Without skipping anything, write out each record below exactly.

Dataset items
····················
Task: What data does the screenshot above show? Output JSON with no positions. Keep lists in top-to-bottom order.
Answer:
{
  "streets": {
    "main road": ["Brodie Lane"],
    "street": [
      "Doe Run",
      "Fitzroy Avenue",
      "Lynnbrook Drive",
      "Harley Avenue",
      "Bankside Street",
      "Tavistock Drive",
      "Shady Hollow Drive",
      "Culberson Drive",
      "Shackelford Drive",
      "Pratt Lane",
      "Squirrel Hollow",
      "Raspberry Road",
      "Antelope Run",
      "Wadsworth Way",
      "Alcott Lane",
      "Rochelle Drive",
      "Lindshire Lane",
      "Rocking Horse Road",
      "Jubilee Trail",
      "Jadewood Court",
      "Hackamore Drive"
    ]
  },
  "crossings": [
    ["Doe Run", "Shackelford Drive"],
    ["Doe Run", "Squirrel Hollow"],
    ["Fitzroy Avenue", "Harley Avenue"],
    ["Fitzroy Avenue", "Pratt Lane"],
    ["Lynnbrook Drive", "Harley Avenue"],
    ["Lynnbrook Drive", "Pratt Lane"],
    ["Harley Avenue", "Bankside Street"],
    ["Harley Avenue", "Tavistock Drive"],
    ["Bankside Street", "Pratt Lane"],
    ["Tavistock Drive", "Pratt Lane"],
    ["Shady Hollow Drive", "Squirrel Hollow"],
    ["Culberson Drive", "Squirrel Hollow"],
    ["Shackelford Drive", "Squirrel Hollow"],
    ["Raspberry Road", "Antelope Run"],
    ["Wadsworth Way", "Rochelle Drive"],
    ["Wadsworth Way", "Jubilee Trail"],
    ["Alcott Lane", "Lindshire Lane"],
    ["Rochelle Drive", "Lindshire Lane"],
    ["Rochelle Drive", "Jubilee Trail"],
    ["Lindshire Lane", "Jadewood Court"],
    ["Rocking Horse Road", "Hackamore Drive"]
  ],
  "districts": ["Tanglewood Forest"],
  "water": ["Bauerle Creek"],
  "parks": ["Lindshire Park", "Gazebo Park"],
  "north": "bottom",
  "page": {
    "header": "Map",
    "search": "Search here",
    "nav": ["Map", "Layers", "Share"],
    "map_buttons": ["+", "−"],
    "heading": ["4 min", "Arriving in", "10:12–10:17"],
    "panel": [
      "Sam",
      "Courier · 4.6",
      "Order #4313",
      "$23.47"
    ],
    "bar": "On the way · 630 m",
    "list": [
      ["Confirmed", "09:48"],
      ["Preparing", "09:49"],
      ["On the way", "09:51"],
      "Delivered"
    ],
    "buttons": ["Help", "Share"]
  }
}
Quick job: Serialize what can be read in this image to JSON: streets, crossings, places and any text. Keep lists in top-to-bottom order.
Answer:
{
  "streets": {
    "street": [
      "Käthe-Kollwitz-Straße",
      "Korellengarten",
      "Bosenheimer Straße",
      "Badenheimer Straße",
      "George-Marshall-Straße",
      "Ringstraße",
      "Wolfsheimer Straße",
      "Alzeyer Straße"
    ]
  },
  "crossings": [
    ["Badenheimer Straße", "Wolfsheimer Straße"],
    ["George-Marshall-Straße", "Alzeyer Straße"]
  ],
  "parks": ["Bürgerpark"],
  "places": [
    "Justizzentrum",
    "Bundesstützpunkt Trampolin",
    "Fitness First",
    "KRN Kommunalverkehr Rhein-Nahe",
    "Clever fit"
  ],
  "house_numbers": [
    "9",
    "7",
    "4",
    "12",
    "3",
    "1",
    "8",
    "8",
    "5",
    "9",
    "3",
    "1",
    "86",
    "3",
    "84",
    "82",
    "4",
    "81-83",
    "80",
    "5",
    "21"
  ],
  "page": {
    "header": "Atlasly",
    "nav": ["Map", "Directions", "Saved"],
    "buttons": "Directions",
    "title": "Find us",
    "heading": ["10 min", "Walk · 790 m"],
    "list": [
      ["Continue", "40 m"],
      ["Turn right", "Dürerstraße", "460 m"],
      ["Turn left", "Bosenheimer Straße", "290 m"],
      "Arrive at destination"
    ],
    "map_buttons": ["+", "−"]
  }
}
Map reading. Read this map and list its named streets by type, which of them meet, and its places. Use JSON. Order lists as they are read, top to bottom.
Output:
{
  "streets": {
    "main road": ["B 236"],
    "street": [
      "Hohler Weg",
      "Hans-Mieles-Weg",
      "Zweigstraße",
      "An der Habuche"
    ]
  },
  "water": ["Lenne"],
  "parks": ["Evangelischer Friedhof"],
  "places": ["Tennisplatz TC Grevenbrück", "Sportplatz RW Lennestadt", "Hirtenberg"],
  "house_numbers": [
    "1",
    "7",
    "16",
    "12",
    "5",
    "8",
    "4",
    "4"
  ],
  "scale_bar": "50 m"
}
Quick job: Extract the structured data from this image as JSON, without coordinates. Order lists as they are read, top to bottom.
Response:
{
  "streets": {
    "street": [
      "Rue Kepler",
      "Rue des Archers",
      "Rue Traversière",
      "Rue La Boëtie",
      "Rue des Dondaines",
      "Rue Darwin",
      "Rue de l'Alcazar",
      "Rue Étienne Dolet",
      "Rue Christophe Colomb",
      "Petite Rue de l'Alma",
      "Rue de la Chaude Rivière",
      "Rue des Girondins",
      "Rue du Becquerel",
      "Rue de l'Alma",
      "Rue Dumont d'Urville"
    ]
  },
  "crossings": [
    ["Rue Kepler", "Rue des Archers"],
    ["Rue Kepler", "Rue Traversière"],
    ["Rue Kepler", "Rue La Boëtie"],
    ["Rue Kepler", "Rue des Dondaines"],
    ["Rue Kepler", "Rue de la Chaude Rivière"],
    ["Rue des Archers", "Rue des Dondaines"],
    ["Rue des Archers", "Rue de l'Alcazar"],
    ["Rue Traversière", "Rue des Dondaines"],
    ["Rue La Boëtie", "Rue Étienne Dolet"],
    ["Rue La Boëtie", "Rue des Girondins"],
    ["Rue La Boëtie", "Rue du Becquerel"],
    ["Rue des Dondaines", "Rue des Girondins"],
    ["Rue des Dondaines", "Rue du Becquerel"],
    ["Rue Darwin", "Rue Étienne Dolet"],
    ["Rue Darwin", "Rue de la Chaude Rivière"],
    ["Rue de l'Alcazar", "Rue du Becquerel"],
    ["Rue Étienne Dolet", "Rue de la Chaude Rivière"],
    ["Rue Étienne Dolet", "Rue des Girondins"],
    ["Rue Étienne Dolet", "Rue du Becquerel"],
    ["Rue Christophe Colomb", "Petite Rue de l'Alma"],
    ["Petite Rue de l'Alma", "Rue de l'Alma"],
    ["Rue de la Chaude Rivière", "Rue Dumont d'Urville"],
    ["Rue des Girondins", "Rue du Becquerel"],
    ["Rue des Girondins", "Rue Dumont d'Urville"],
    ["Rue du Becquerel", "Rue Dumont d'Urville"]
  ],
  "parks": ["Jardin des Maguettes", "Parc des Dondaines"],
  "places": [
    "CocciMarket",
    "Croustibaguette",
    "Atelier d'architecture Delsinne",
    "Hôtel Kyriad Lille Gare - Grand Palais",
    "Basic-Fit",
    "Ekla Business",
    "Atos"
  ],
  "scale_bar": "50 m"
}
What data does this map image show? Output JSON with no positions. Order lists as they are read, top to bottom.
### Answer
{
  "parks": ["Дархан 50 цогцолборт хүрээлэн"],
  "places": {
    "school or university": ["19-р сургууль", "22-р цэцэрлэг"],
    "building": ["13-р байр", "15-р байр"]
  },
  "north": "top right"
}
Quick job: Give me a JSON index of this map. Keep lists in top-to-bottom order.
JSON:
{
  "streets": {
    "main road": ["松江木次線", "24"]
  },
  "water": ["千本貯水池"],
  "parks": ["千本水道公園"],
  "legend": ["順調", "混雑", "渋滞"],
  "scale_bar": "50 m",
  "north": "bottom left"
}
····················
Written solution
Task: What data does the screenshot above show? Output JSON with no positions. Keep lists in top-to-bottom order.
Answer:
{
  "streets": {
    "main road": ["Brodie Lane"],
    "street": [
      "Doe Run",
      "Fitzroy Avenue",
      "Lynnbrook Drive",
      "Harley Avenue",
      "Bankside Street",
      "Tavistock Drive",
      "Shady Hollow Drive",
      "Culberson Drive",
      "Shackelford Drive",
      "Pratt Lane",
      "Squirrel Hollow",
      "Raspberry Road",
      "Antelope Run",
      "Wadsworth Way",
      "Alcott Lane",
      "Rochelle Drive",
      "Lindshire Lane",
      "Rocking Horse Road",
      "Jubilee Trail",
      "Jadewood Court",
      "Hackamore Drive"
    ]
  },
  "crossings": [
    ["Doe Run", "Shackelford Drive"],
    ["Doe Run", "Squirrel Hollow"],
    ["Fitzroy Avenue", "Harley Avenue"],
    ["Fitzroy Avenue", "Pratt Lane"],
    ["Lynnbrook Drive", "Harley Avenue"],
    ["Lynnbrook Drive", "Pratt Lane"],
    ["Harley Avenue", "Bankside Street"],
    ["Harley Avenue", "Tavistock Drive"],
    ["Bankside Street", "Pratt Lane"],
    ["Tavistock Drive", "Pratt Lane"],
    ["Shady Hollow Drive", "Squirrel Hollow"],
    ["Culberson Drive", "Squirrel Hollow"],
    ["Shackelford Drive", "Squirrel Hollow"],
    ["Raspberry Road", "Antelope Run"],
    ["Wadsworth Way", "Rochelle Drive"],
    ["Wadsworth Way", "Jubilee Trail"],
    ["Alcott Lane", "Lindshire Lane"],
    ["Rochelle Drive", "Lindshire Lane"],
    ["Rochelle Drive", "Jubilee Trail"],
    ["Lindshire Lane", "Jadewood Court"],
    ["Rocking Horse Road", "Hackamore Drive"]
  ],
  "districts": ["Tanglewood Forest"],
  "water": ["Bauerle Creek"],
  "parks": ["Lindshire Park", "Gazebo Park"],
  "north": "bottom",
  "page": {
    "header": "Map",
    "search": "Search here",
    "nav": ["Map", "Layers", "Share"],
    "map_buttons": ["+", "−"],
    "heading": ["4 min", "Arriving in", "10:12–10:17"],
    "panel": [
      "Sam",
      "Courier · 4.6",
      "Order #4313",
      "$23.47"
    ],
    "bar": "On the way · 630 m",
    "list": [
      ["Confirmed", "09:48"],
      ["Preparing", "09:49"],
      ["On the way", "09:51"],
      "Delivered"
    ],
    "buttons": ["Help", "Share"]
  }
}
Quick job: Serialize what can be read in this image to JSON: streets, crossings, places and any text. Keep lists in top-to-bottom order.
Answer:
{
  "streets": {
    "street": [
      "Käthe-Kollwitz-Straße",
      "Korellengarten",
      "Bosenheimer Straße",
      "Badenheimer Straße",
      "George-Marshall-Straße",
      "Ringstraße",
      "Wolfsheimer Straße",
      "Alzeyer Straße"
    ]
  },
  "crossings": [
    ["Badenheimer Straße", "Wolfsheimer Straße"],
    ["George-Marshall-Straße", "Alzeyer Straße"]
  ],
  "parks": ["Bürgerpark"],
  "places": [
    "Justizzentrum",
    "Bundesstützpunkt Trampolin",
    "Fitness First",
    "KRN Kommunalverkehr Rhein-Nahe",
    "Clever fit"
  ],
  "house_numbers": [
    "9",
    "7",
    "4",
    "12",
    "3",
    "1",
    "8",
    "8",
    "5",
    "9",
    "3",
    "1",
    "86",
    "3",
    "84",
    "82",
    "4",
    "81-83",
    "80",
    "5",
    "21"
  ],
  "page": {
    "header": "Atlasly",
    "nav": ["Map", "Directions", "Saved"],
    "buttons": "Directions",
    "title": "Find us",
    "heading": ["10 min", "Walk · 790 m"],
    "list": [
      ["Continue", "40 m"],
      ["Turn right", "Dürerstraße", "460 m"],
      ["Turn left", "Bosenheimer Straße", "290 m"],
      "Arrive at destination"
    ],
    "map_buttons": ["+", "−"]
  }
}
Map reading. Read this map and list its named streets by type, which of them meet, and its places. Use JSON. Order lists as they are read, top to bottom.
Output:
{
  "streets": {
    "main road": ["B 236"],
    "street": [
      "Hohler Weg",
      "Hans-Mieles-Weg",
      "Zweigstraße",
      "An der Habuche"
    ]
  },
  "water": ["Lenne"],
  "parks": ["Evangelischer Friedhof"],
  "places": ["Tennisplatz TC Grevenbrück", "Sportplatz RW Lennestadt", "Hirtenberg"],
  "house_numbers": [
    "1",
    "7",
    "16",
    "12",
    "5",
    "8",
    "4",
    "4"
  ],
  "scale_bar": "50 m"
}
Quick job: Extract the structured data from this image as JSON, without coordinates. Order lists as they are read, top to bottom.
Response:
{
  "streets": {
    "street": [
      "Rue Kepler",
      "Rue des Archers",
      "Rue Traversière",
      "Rue La Boëtie",
      "Rue des Dondaines",
      "Rue Darwin",
      "Rue de l'Alcazar",
      "Rue Étienne Dolet",
      "Rue Christophe Colomb",
      "Petite Rue de l'Alma",
      "Rue de la Chaude Rivière",
      "Rue des Girondins",
      "Rue du Becquerel",
      "Rue de l'Alma",
      "Rue Dumont d'Urville"
    ]
  },
  "crossings": [
    ["Rue Kepler", "Rue des Archers"],
    ["Rue Kepler", "Rue Traversière"],
    ["Rue Kepler", "Rue La Boëtie"],
    ["Rue Kepler", "Rue des Dondaines"],
    ["Rue Kepler", "Rue de la Chaude Rivière"],
    ["Rue des Archers", "Rue des Dondaines"],
    ["Rue des Archers", "Rue de l'Alcazar"],
    ["Rue Traversière", "Rue des Dondaines"],
    ["Rue La Boëtie", "Rue Étienne Dolet"],
    ["Rue La Boëtie", "Rue des Girondins"],
    ["Rue La Boëtie", "Rue du Becquerel"],
    ["Rue des Dondaines", "Rue des Girondins"],
    ["Rue des Dondaines", "Rue du Becquerel"],
    ["Rue Darwin", "Rue Étienne Dolet"],
    ["Rue Darwin", "Rue de la Chaude Rivière"],
    ["Rue de l'Alcazar", "Rue du Becquerel"],
    ["Rue Étienne Dolet", "Rue de la Chaude Rivière"],
    ["Rue Étienne Dolet", "Rue des Girondins"],
    ["Rue Étienne Dolet", "Rue du Becquerel"],
    ["Rue Christophe Colomb", "Petite Rue de l'Alma"],
    ["Petite Rue de l'Alma", "Rue de l'Alma"],
    ["Rue de la Chaude Rivière", "Rue Dumont d'Urville"],
    ["Rue des Girondins", "Rue du Becquerel"],
    ["Rue des Girondins", "Rue Dumont d'Urville"],
    ["Rue du Becquerel", "Rue Dumont d'Urville"]
  ],
  "parks": ["Jardin des Maguettes", "Parc des Dondaines"],
  "places": [
    "CocciMarket",
    "Croustibaguette",
    "Atelier d'architecture Delsinne",
    "Hôtel Kyriad Lille Gare - Grand Palais",
    "Basic-Fit",
    "Ekla Business",
    "Atos"
  ],
  "scale_bar": "50 m"
}
What data does this map image show? Output JSON with no positions. Order lists as they are read, top to bottom.
### Answer
{
  "parks": ["Дархан 50 цогцолборт хүрээлэн"],
  "places": {
    "school or university": ["19-р сургууль", "22-р цэцэрлэг"],
    "building": ["13-р байр", "15-р байр"]
  },
  "north": "top right"
}
Quick job: Give me a JSON index of this map. Keep lists in top-to-bottom order.
JSON:
{
  "streets": {
    "main road": ["松江木次線", "24"]
  },
  "water": ["千本貯水池"],
  "parks": ["千本水道公園"],
  "legend": ["順調", "混雑", "渋滞"],
  "scale_bar": "50 m",
  "north": "bottom left"
}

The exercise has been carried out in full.